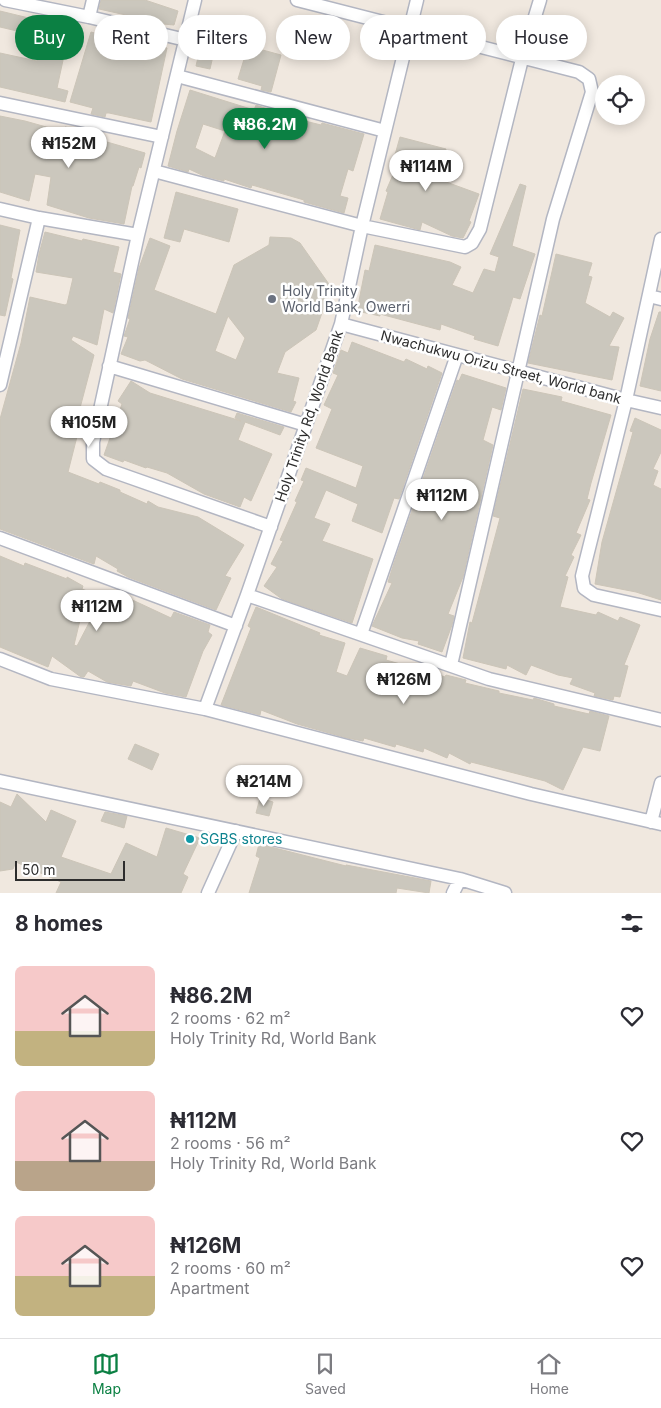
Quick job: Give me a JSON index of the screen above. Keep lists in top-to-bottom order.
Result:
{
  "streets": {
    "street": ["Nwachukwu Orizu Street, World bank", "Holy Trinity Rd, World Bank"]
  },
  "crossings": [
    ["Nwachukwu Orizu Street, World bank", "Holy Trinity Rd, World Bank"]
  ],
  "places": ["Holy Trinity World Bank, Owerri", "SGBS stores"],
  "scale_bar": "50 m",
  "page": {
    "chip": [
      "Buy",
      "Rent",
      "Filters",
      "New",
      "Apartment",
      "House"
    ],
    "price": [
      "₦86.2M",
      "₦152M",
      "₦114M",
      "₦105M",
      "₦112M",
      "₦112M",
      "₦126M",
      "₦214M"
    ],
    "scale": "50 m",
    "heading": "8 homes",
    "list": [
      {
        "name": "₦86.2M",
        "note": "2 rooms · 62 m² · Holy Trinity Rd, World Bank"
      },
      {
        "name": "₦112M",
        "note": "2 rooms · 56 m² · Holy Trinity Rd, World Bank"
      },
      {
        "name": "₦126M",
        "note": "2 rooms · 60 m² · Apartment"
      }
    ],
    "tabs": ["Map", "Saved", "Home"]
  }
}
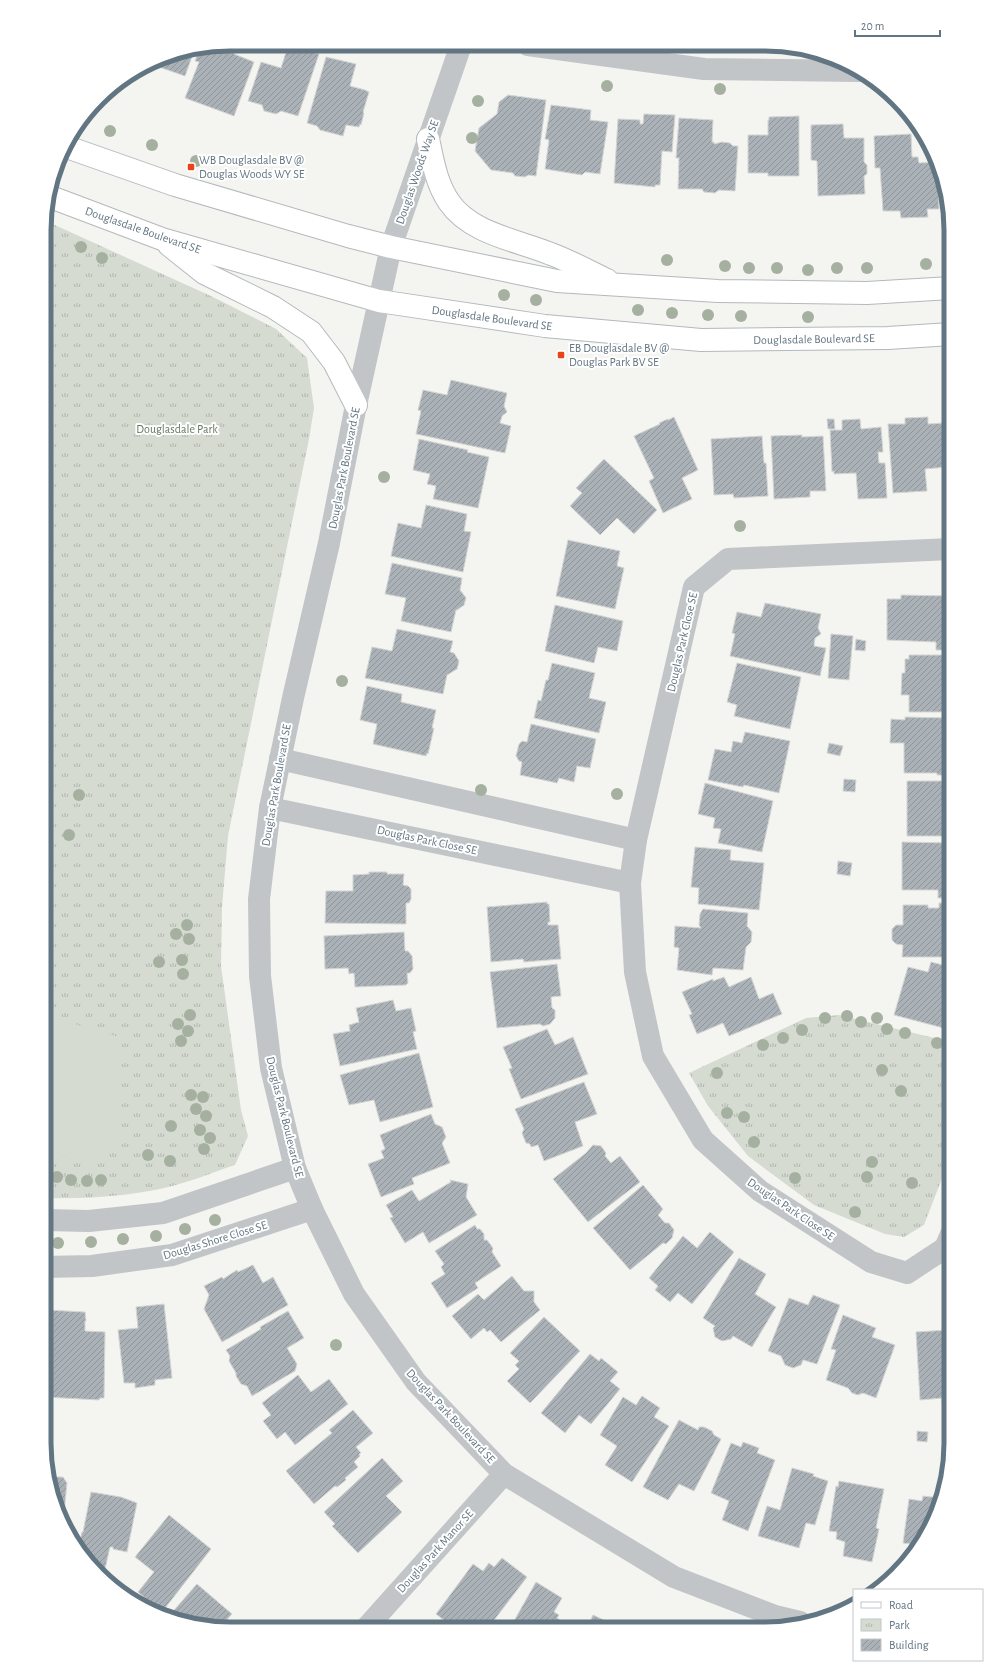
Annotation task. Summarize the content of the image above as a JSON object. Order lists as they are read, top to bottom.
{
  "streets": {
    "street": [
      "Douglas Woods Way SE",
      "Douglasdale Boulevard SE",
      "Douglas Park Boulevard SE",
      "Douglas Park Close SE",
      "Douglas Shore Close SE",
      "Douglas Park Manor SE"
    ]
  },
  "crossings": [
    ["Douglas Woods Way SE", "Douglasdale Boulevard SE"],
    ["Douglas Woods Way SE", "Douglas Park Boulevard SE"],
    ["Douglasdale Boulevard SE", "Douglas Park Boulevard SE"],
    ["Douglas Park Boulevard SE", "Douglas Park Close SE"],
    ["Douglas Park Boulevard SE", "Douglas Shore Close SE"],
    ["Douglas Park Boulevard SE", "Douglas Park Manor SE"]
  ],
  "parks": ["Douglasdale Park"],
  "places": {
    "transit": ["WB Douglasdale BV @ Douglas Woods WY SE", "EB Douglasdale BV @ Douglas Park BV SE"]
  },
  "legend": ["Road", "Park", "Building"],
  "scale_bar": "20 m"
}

******

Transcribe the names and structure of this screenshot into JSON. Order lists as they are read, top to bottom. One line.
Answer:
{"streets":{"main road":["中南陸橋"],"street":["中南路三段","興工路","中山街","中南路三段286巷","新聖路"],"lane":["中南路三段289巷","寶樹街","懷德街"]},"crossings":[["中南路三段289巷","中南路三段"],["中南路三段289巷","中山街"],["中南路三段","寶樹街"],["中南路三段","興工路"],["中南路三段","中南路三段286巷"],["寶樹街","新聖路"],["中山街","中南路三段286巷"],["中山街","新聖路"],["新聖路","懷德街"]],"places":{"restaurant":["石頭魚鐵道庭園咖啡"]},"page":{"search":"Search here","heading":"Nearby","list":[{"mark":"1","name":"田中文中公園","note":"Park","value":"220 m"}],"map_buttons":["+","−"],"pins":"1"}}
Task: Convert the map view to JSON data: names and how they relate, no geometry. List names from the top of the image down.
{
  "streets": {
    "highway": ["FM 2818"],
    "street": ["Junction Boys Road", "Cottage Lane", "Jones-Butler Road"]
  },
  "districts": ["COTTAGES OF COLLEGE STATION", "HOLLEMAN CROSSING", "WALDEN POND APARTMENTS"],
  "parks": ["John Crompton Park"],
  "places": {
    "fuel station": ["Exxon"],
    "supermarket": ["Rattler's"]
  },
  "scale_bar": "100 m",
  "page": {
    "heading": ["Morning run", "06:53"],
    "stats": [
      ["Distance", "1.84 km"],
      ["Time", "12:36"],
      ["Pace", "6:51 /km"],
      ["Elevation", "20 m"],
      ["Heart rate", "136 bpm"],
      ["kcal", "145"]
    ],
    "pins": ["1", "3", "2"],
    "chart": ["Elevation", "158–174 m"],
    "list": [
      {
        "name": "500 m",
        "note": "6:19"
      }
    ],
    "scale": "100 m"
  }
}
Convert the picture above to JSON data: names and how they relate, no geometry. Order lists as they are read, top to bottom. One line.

******

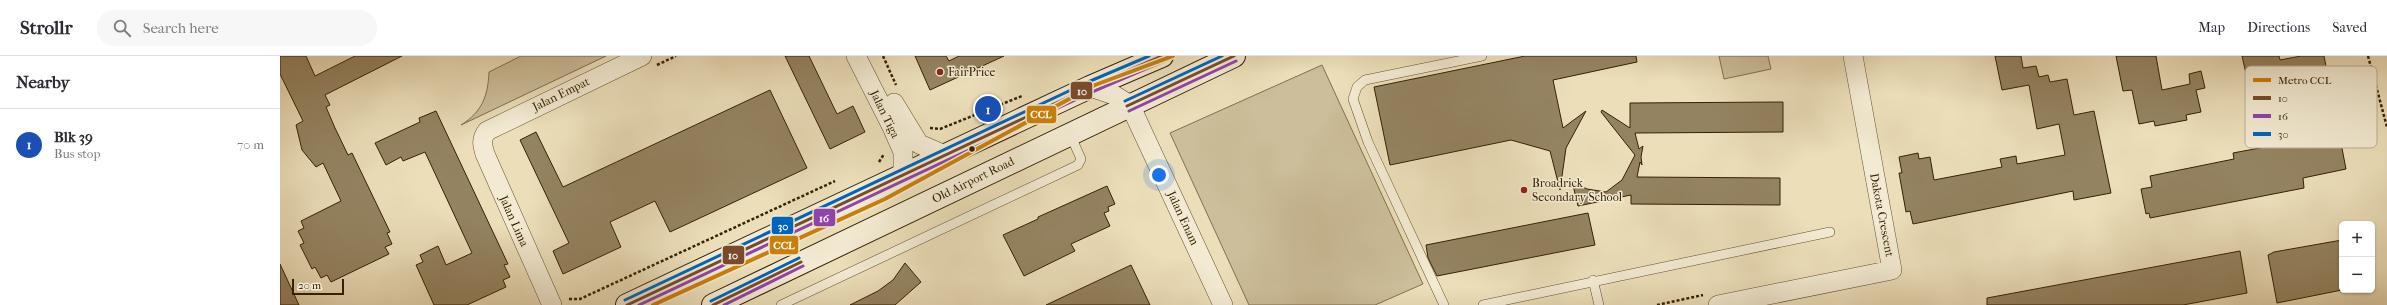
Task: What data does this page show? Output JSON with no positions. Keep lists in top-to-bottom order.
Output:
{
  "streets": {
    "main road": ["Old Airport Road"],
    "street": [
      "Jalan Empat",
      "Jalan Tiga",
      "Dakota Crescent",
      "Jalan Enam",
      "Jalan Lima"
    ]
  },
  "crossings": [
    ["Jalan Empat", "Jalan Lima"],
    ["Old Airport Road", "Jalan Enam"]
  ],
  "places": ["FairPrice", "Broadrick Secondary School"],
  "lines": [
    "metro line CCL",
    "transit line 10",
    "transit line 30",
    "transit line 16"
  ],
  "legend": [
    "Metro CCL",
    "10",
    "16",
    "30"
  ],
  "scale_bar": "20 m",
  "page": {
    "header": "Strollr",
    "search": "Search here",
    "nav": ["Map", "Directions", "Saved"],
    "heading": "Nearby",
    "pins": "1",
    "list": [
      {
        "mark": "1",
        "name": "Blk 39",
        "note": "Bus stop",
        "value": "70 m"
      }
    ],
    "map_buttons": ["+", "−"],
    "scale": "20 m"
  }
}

******

* Required action *
Scan the material above for the string "Keep" and copy every line that has it.

* Written reply *
Quick job: Give me a JSON index of the screen above. Keep lists in top-to-bottom order.
Task: What data does this page show? Output JSON with no positions. Keep lists in top-to-bottom order.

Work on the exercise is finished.